This summary is based on Twitter's research 'Next generation data insights using natural language queries' Please don't forget to join our ML Subreddit
Twitter processes over 400 billion events in real-time and generates data on a petabyte (PB) scale. One of the most significant challenges with current data-consumption systems is the requirement for backroom processing. Before consumption, engineers and analysts must build dashboards, reports, and other items. This creates a lower data time value, affecting Twitter’s ability to make timely data-driven decisions.
The entire cost of obtaining insights from additional traits, features, and dashboards has increased. Current technologies don’t foresee and proactively uncover insights from exabytes of data based on what our internal business customers could find beneficial, resulting in missed opportunities.
Many studies suggest a comprehensive and resilient big data platform’s infrastructure for data processing, storage, and data consumption. We have robust infrastructure across the industry for processing petabytes of data and storing large amounts of data, such as distributed blob stores. However, obtaining timely, meaningful, and actionable insights from these exabyte-scale data systems via dashboards, visualizations, and reports remains non-trivial.
Advances in natural language processing and machine learning have made it possible to make data consumption from exascale platforms for insights both easy and timely.
Twitter has recently released Qurious, a new in-house product that allows internal business customers to ask inquiries in natural language. The product consists of a web app and a Slack chatbot connected to BigQuery and Data QnA APIs. The Slack chatbot was created with node.js and the Express Framework, based on a Google Data QnA reference implementation. They are then offered real-time analytics without having to construct dashboards.

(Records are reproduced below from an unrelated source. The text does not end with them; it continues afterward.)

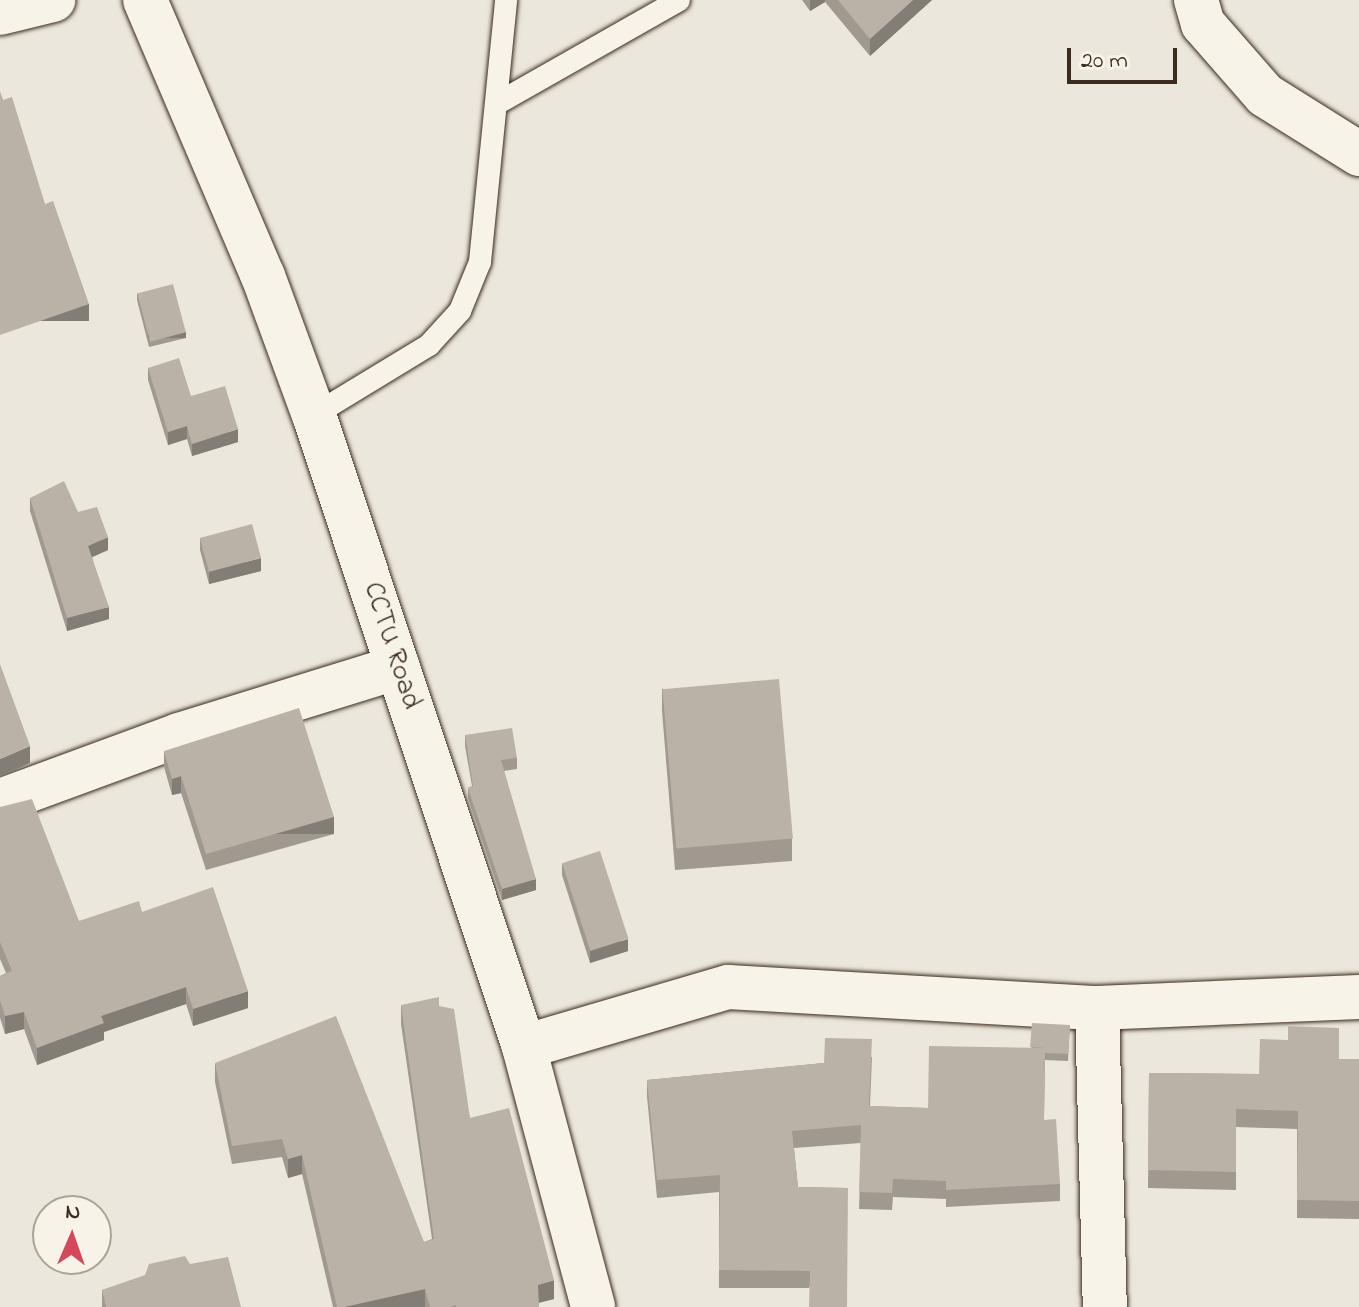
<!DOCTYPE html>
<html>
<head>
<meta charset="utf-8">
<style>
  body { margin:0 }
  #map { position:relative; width:1359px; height:1307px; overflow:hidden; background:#ece7dc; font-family:"Indie Flower",sans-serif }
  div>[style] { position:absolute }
  .roads { filter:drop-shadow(0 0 2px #3b2a1e) drop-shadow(0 0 2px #3b2a1e) }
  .lane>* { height:22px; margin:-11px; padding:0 11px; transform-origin:11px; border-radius:11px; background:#f7f3e8 }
  .street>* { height:44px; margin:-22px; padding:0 22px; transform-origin:22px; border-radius:22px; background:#f7f3e8 }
  .secondary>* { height:44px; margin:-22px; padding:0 22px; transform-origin:22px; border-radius:22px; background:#f7f3e8 }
  .wall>* { inset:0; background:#a09990 }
  .shaded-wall>* { inset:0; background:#827d75; transform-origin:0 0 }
  .building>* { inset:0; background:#bab2a7; transform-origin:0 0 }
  span { translate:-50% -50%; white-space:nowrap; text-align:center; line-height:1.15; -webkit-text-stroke:6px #f7f3e8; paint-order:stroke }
  .street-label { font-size:28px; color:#3b2a1e }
  .north { position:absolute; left:32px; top:1195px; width:80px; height:80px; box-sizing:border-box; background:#f7f3e8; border:2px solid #aca397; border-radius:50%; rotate:2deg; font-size:22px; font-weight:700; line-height:32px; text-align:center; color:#3b2a1e }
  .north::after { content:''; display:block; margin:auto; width:28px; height:36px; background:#d1495b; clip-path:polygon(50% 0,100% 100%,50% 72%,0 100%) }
  .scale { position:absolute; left:1067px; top:48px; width:110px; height:36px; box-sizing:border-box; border:4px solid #3b2a1e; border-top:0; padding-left:10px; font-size:24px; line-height:28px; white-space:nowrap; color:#3b2a1e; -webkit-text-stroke:6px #f7f3e8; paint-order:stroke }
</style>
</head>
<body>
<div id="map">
  <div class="roads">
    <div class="lane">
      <i style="left:498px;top:103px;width:208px;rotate:-29.6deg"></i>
      <i style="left:314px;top:415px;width:135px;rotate:-31.3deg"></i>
      <i style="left:429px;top:345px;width:46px;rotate:-47.6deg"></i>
      <i style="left:460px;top:311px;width:53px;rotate:-67.8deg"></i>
      <i style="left:480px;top:262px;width:263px;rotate:-84.3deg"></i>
    </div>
    <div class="street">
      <i style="left:1196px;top:0;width:25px;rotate:74deg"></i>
      <i style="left:1203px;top:24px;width:94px;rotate:48.9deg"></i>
      <i style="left:1265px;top:95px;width:111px;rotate:32.1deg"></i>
      <i style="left:0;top:13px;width:55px;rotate:-13.8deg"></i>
      <i style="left:0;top:801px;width:191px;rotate:-20.2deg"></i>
      <i style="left:179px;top:735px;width:229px;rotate:-17.2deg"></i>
      <i style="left:1097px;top:1008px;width:299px;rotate:88.5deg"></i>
      <i style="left:524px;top:1047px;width:213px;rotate:-16.4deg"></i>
      <i style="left:728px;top:987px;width:370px;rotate:3.3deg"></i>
      <i style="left:1097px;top:1008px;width:262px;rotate:-2.4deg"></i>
    </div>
    <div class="secondary">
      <i style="left:145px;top:0;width:300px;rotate:66.9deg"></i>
      <i style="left:263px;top:276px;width:148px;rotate:69.9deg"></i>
      <i style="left:314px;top:415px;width:666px;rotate:71.62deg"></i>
      <i style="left:524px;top:1047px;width:269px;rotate:75.1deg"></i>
    </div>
  </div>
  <div class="wall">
    <i style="clip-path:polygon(802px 0,932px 0,870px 56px,825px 2px,810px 11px)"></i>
    <i style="clip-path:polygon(137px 293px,186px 338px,149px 347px,137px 300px)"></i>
    <i style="clip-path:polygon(148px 368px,191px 396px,238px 442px,192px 456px,187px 439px,168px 445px,148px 380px)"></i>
    <i style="clip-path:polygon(30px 498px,78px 512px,108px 550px,92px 557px,109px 619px,67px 631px,30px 511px)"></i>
    <i style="clip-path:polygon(200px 538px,261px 571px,209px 584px,200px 550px)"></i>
    <i style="clip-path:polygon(662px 688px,792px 838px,792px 861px,675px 870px,662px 711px)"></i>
    <i style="clip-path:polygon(465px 735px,517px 758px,517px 769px,504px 771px,536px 890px,502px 900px,468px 799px,468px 788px,472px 786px,465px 746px)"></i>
    <i style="clip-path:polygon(164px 751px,334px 834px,206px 870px,181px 793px,172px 795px,164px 767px)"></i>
    <i style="clip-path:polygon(0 807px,79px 921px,142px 912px,248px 1008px,193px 1026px,186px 1004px,104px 1032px,104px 1040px,37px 1065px,24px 1029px,5px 1034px,0 1018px,0 976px,6px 973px,0 959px)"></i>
    <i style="clip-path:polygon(562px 863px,628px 951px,590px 963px,562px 875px)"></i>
    <i style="clip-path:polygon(401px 1005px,439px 1006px,470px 1118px,554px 1299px,538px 1303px,539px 1307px,333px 1307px,302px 1174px,288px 1178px,282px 1157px,232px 1164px,215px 1082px,215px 1063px,424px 1242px,432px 1239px,401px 1024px)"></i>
    <i style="clip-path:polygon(1070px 1025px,1068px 1061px,1045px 1060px,1044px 1120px,1060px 1184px,1060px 1201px,946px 1207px,946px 1199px,893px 1197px,892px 1210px,859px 1209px,861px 1143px,794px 1148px,798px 1187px,848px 1188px,809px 1288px,719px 1288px,719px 1192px,657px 1198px,647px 1097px,647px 1080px,824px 1063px,872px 1057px,870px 1106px,928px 1108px)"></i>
    <i style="clip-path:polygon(1339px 1059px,1359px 1059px,1359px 1219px,1297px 1218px,1297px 1129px,1236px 1127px,1236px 1190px,1148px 1188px,1149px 1073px,1259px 1074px)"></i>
    <i style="clip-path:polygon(190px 1264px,241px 1307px,102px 1307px,102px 1290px)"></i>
  </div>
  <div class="shaded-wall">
    <i style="clip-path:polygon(810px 0,825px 0,825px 2px,810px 11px)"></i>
    <i style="clip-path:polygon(913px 0,932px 0,870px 56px,870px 39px)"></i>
    <i style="left:89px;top:304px;width:17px;height:94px;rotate:90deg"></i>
    <i style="left:186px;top:332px;width:6px;height:38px;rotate:90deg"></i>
    <i style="clip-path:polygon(187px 426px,187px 439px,168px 445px,168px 432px)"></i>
    <i style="clip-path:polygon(238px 429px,238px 442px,192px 456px,192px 444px)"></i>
    <i style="clip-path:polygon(108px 537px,108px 550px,88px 559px,88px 546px)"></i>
    <i style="clip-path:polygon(261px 558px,261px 571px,209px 584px,209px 572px)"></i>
    <i style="clip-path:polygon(109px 607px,109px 619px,67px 631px,67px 618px)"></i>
    <i style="clip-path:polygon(30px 746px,30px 763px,0 777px,0 759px)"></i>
    <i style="clip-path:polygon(181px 776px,181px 793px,172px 795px,172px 779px)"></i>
    <i style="left:334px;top:817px;width:17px;height:133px;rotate:90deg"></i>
    <i style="clip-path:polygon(536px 879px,536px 890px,502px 900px,502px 889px)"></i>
    <i style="clip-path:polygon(628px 939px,628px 951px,590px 963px,590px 951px)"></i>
    <i style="clip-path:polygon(186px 987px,186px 1004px,104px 1032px,104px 1040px,37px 1065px,37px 1048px,101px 1016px)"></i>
    <i style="clip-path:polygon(248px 991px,248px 1008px,193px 1026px,193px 1009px)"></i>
    <i style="clip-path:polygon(24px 1012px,24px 1029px,5px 1034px,5px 1016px)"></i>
    <i style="clip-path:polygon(302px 1155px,302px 1174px,288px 1178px,288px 1159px)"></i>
    <i style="clip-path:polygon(554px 1280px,554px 1299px,538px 1303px,538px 1285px)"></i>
    <i style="clip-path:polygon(425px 1289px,425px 1307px,344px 1307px)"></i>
  </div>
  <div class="building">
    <i style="clip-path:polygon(838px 0,913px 0,870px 39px)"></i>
    <i style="clip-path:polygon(0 91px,3px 100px,12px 97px,45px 204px,53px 201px,89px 304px,0 335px)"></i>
    <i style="left:173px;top:284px;width:50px;height:37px;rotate:75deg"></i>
    <i style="clip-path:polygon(179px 358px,191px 396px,225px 386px,238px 429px,192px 444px,187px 426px,168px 432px,148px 368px)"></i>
    <i style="clip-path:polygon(64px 481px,78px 512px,97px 507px,108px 537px,88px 546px,109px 607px,67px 618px,30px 498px)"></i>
    <i style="left:252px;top:524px;width:35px;height:54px;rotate:75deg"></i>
    <i style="clip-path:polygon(0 664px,30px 746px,0 759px)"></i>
    <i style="left:779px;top:679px;width:160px;height:117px;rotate:85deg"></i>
    <i style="clip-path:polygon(299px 708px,334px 817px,206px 854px,181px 776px,172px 779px,164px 751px)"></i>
    <i style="clip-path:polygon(512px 728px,517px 758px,501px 760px,536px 879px,502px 889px,468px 788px,473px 786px,465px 735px)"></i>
    <i style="clip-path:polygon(32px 799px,79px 921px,139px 901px,142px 912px,213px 887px,248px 991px,193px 1009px,186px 987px,101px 1016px,104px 1023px,37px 1048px,24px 1012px,5px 1016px,0 1000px,0 976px,12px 971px,0 942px,0 807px)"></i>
    <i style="left:600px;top:851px;width:92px;height:40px;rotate:72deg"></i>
    <i style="clip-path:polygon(439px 997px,439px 1006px,454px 1009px,470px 1118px,509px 1108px,554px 1280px,538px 1285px,539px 1307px,456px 1307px,456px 1305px,450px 1307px,430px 1307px,425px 1289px,344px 1307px,337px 1307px,302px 1155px,288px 1159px,282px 1139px,232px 1146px,215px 1063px,336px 1016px,424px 1242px,434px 1239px,401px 1005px)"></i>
    <i style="clip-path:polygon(1032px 1023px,1070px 1025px,1068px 1054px,1045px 1053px,1045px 1048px,1030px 1047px)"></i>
    <i style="clip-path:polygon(1288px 1026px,1339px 1028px,1339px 1059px,1359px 1059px,1359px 1201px,1297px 1200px,1298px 1111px,1236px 1109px,1236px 1172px,1148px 1170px,1149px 1073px,1259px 1074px,1260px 1039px,1288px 1040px)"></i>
    <i style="clip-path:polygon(825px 1038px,872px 1039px,869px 1106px,928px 1108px,929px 1046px,1045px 1048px,1044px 1120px,1056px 1119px,1060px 1184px,946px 1190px,946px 1181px,893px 1179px,892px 1193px,859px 1192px,861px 1125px,792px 1131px,798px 1187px,848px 1188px,847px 1307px,809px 1307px,810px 1271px,719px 1270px,720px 1175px,657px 1180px,647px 1080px,824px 1063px)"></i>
    <i style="clip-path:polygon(185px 1256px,190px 1264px,228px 1257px,241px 1307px,106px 1307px,102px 1290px,145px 1275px,149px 1264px)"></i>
  </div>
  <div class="street-label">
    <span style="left:391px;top:646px;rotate:72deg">CCTU Road</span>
  </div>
  <div class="north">N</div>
  <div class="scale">20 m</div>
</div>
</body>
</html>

The slack chatbot model saves the token and session information in a DataStore database based on the Slack user id. The token helps in maintaining connectivity across devices by using Slack. Further, the session value is stored in local storage variables in the web app model.
The team used Google Cloud Platform and internal Twitter services to create the app. This includes the following:
Google Kubernetes Engine (GKE): It is a fully managed Kubernetes service from Google Cloud that implements the entire Kubernetes API. It makes sure that the information is found via secure communication channels by adhering to all Twitter services’ protocols, policies, and security standards. The team is enabled to scale the platform in response to the workload by using an automated mechanism.

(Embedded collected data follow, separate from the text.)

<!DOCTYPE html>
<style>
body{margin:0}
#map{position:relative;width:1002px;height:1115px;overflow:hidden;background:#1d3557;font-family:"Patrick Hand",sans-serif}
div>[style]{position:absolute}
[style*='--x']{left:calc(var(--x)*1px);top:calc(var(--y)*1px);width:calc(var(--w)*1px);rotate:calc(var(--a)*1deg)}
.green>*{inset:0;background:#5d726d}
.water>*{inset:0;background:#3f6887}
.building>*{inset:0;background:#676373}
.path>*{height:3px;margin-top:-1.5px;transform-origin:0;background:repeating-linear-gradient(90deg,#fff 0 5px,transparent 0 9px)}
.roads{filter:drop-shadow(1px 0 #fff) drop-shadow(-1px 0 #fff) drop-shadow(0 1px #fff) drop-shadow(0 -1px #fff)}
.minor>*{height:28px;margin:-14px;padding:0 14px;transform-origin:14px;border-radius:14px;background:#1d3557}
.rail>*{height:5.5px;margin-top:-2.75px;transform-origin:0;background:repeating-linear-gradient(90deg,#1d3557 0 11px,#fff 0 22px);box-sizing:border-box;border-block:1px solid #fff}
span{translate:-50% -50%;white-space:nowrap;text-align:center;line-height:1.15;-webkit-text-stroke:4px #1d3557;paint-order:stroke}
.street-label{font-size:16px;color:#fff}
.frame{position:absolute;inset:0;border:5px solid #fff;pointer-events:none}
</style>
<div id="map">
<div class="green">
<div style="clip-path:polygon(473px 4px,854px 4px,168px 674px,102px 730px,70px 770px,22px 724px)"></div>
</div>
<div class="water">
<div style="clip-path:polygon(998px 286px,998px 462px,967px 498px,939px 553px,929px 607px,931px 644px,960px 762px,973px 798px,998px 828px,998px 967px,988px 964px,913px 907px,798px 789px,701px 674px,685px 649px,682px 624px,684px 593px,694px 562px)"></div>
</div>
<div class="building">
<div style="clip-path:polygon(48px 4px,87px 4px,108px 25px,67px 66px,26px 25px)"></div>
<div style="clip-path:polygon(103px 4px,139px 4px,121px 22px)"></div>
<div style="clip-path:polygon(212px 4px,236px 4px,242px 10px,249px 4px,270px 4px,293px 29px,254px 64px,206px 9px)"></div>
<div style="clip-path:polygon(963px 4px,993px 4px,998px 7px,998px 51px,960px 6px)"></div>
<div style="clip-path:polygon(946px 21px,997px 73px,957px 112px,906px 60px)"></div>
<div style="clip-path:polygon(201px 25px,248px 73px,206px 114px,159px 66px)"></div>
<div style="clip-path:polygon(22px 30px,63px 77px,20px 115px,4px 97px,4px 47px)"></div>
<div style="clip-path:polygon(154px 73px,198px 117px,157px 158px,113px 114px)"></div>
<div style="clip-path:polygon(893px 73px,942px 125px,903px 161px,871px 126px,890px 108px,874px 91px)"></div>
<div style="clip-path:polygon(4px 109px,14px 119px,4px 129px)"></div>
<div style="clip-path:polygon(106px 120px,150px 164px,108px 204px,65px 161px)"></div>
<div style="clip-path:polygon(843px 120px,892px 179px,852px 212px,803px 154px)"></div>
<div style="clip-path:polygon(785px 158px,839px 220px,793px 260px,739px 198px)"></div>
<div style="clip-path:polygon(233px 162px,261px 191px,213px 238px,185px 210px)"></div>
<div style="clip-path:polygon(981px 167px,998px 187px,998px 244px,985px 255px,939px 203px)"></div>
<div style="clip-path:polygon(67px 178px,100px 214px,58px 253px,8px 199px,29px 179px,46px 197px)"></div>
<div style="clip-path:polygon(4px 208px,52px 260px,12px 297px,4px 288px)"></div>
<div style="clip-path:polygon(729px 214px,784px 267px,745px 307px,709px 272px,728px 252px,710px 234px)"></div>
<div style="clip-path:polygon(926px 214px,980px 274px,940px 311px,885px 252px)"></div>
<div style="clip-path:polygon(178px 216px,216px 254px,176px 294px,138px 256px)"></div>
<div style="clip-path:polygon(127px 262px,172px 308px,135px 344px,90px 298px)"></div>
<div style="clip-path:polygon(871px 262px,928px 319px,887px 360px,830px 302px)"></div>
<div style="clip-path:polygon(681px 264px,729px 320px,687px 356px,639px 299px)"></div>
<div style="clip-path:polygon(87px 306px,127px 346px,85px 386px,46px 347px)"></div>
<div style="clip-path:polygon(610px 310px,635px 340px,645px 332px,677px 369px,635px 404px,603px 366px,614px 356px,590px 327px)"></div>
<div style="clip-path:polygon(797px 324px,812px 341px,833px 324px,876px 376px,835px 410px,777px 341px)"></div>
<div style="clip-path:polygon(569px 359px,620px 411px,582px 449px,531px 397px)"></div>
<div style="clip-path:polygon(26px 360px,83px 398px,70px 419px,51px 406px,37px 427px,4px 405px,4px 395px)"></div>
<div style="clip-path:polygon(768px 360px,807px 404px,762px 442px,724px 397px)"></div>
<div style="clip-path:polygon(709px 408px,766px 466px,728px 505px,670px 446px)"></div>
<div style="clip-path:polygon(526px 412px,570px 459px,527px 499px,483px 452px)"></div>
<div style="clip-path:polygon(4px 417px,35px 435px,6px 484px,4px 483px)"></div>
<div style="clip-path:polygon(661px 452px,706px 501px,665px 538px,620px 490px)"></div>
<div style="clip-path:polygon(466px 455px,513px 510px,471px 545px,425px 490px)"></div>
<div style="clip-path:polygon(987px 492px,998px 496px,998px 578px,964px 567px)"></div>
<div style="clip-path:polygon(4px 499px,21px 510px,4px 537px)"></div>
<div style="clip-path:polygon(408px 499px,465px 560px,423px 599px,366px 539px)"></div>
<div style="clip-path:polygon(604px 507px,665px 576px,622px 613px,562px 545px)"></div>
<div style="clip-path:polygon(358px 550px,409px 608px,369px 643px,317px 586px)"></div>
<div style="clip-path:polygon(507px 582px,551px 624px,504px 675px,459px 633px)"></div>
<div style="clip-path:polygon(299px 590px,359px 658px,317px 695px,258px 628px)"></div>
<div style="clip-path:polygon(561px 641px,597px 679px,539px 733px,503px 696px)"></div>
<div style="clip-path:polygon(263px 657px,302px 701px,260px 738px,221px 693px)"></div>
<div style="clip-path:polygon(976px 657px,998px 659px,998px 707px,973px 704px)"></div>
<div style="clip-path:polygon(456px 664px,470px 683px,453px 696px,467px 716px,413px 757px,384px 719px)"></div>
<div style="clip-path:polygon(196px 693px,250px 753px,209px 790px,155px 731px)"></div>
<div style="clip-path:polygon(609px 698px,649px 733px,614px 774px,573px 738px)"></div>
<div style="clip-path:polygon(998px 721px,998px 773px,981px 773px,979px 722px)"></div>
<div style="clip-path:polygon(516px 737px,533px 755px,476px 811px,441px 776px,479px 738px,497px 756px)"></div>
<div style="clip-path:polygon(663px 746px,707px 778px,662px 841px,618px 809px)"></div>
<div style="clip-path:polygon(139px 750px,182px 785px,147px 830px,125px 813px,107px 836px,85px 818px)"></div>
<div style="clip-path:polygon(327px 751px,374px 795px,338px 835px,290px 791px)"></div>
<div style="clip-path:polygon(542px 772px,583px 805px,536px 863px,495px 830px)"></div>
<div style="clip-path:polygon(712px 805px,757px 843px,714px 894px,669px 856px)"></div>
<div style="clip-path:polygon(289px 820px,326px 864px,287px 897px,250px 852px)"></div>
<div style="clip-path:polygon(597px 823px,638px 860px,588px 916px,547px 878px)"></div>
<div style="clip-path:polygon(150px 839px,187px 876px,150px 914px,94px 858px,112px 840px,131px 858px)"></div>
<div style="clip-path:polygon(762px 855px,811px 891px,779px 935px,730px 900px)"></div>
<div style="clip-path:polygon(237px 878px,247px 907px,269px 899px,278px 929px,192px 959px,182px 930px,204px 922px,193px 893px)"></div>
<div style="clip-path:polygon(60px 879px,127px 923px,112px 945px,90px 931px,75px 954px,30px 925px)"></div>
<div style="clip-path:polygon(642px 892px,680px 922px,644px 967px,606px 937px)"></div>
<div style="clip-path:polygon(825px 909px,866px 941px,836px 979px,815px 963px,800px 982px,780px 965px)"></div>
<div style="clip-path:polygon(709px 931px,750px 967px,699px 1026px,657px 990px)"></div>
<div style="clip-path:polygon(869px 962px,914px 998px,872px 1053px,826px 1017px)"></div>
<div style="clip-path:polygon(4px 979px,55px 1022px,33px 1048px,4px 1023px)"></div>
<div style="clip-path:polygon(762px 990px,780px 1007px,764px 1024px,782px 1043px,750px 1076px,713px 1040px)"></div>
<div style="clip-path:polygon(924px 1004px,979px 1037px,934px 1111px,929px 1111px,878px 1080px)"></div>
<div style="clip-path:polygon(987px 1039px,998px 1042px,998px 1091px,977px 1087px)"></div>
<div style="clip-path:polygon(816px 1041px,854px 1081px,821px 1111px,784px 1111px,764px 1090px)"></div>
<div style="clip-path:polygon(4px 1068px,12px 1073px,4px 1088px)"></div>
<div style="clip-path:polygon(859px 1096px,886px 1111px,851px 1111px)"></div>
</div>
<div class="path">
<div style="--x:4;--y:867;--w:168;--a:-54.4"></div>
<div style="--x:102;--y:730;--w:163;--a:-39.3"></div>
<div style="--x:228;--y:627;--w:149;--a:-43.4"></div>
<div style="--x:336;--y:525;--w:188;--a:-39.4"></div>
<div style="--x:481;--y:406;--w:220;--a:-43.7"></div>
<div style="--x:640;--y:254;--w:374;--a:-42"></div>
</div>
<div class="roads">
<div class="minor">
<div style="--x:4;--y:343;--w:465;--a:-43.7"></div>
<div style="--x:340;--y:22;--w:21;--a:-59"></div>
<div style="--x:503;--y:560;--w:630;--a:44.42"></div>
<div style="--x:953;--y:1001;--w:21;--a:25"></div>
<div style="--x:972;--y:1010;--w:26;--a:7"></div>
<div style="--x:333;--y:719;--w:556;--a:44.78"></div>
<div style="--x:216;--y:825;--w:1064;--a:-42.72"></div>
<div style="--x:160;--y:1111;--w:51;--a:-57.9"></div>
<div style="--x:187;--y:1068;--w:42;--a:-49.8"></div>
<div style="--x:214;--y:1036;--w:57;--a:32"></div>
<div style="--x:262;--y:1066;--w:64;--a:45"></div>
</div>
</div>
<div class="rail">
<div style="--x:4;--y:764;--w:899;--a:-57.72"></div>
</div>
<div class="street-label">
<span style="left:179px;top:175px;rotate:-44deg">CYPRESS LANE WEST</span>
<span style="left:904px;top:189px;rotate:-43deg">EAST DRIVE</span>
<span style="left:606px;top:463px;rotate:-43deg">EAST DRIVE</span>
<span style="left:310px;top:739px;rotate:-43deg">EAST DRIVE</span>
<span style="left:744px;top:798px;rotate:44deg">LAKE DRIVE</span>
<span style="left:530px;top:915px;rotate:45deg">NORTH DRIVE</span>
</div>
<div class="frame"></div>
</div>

Twitter Puppet: The configuration management system used by Twitter is Puppet, which creates a new image using Twitter templates with a preset setup.
Google Cloud load balancing: It is in charge of routing requests to the servers available in GKE. A new server is installed if the load grows too great, and the load balancer will be in charge of routing traffic to it.
SSL certificate TLS certificates are used to secure TLS server connections. They’re used to get certificates from a publicly trusted certificate authority (CA) suitable for web servers. As their applications contain sensitive information, they plan to use an SSL certificate to ensure a safe connection.
Data QnA API: Natural language processing is supported by Google Cloud’s Data QnA APIs. Data QnA turns customers’ inquiries, which are posed in natural language, into a SQL query that can be used to retrieve answers in the dataset.
BigQuery API: The BigQuery APIs on Google Cloud construct a job that executes queries generated by the Data QnA APIs. The query results are rendered in a data table or visualization once it has been completed successfully.
The team used Twitter Feather Components Library to create the Navigation Bar, Buttons, Charts, Tables, Progress Spinners, and CSS style sheets and React. This covers GCP services that transmit a variety of Remote Procedure Calls (RPCs), such as:
- Creating potential questions
- Creating SQL queries based on the questions that have been asked
- Creating jobs for BigQuery to conduct SQL queries
Both the web app and the Slack chatbot use common services to make code maintenance easier. It also enables a smooth flow between the two surfaces. The following are some of the most common services:
- Google OAuth for authentication and authorization ensures that consumers may only ask queries about datasets they have access to. A service account authentication is also set for performing BigQuery backend processes.
- The Data QnA Question Service Client is created and configured by the Data QnA service. It asks the Data QnA question and interprets the endpoint with numerous interpretation handlers. It then inquires about the user’s preferred interpretation, answers the question, formats it, and sends it to the user.
- The BigQuery service is used to construct a job that will run SQL queries and produce a structured answer.
- Caching service is the caching layer for question-answer. It uses the cache to serve commonly asked questions.